Cibio riprodotta rara malattia genetica È il primo passo verso la cura

di Davide Sereni

Un grande traguardo raggiunto dall'Università di Trento, un balzo in avanti nello studio di una rara e terribile malattia che colpisce i bambini, la sindrome di Kabuki. Un team italiano di ricercatori del Dipartimento di Biologia cellulare, computazionale e integrata "CIBio" di Trento è riuscito, dopo quattro anni di lavoro, a ricreare la condizione patologica in provetta, permettendo di comprendere al meglio l'andamento della malattia.

Si tratta di una grande innovazione in campo scientifico, che da sola però non basterà, poiché la ricerca in questo campo deve ancora fare tanta strada, ma rappresenta un ottimo punto di partenza per ricerche future, oltre che una speranza per chi soffre di questa patologia. La sindorme di Kabuki ha un'incidenza di caso su 30 mila nati, ma presenta dei sintomi notevoli: ritardo nella crescita, anomalie cranio-facciali, deficit cognitivo e, spesso, sordità e cardiopatie. Alessio Zippo , alla guida del team che ha concepito lo studio, spiega: «Il nostro gruppo di ricerca dell'Università di Trento per la prima volta ha riprodotto l'insorgenza della sindrome Kabuki in laboratorio.

Per farlo abbiamo utilizzato cellule staminali umane sane e vi abbiamo introdotto la mutazione genica che ritroviamo nelle cellule dei pazienti. Con tecnologie all'avanguardia abbiamo visto che il nucleo della cellula è malformato a causa di un alterato impacchettamento della cromatina. Dallo studio emerge come la difficoltosa formazione di cartilagini e ossa derivi dall'incapacità delle cellule di rispondere ai segnali meccanici che normalmente ne guidano il processo».

Lo studio apre nuove prospettive nel campo delle malattie genetiche rare perché è riuscito a individuare come il nucleo delle cellule sia alterato nella struttura e nelle proprietà meccaniche. «Abbiamo inoltre individuato e testato un approccio terapeutico che ristabilisce le proprietà delle cellule affette dalla mutazione, sia in vitro sia in vivo.

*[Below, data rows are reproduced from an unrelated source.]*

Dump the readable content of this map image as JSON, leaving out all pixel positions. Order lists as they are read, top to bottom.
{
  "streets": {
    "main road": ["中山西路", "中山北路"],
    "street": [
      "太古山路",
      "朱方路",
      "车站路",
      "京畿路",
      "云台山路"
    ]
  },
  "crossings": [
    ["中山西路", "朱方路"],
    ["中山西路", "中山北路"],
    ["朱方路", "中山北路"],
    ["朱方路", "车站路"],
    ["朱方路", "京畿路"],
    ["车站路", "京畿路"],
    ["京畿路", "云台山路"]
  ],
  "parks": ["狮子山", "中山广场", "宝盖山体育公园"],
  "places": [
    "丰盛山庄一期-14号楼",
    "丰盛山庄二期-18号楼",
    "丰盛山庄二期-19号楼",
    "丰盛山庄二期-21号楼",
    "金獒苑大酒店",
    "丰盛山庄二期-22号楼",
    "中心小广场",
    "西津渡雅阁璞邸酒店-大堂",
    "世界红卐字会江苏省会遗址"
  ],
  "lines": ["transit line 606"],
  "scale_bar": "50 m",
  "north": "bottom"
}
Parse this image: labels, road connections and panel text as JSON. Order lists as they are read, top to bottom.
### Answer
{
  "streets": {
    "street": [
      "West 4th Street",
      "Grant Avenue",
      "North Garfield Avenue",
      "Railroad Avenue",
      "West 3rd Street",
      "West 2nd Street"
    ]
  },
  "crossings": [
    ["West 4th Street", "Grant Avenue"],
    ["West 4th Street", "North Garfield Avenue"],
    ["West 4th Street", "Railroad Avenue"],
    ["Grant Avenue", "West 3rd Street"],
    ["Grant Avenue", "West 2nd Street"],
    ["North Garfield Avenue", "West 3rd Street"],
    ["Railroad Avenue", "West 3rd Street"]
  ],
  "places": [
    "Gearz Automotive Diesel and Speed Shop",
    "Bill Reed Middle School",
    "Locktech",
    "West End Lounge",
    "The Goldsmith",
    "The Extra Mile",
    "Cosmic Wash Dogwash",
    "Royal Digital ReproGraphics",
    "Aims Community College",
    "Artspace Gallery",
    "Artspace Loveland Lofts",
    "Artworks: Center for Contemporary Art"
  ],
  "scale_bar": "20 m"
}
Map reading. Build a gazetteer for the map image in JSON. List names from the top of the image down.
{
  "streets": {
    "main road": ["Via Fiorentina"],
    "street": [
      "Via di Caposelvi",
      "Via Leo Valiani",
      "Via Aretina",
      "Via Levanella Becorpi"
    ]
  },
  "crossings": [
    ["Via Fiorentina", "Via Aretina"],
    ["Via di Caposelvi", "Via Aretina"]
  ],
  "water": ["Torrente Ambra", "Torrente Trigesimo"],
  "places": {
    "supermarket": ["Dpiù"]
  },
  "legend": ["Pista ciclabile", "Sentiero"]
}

Si tratta dell'inibitore di ATR, una proteina nucleare che funge da sensore molecolare in risposta agli stimoli meccanici del nucleo» conclude Zippo. Il lavoro di ricerca si è sviluppato ed è stato condotto dall'Università di Trento, ma è stato un lavoro corale, in quanto ha coinvolto anche Istituto Italiano di Tecnologia, l'Istituto Telethon di genetica e medicina di Pozzuoli, l'Università di Napoli Federico II, il Cnr-Icar e l'Università Vita-Salute San Raffaele di Milano.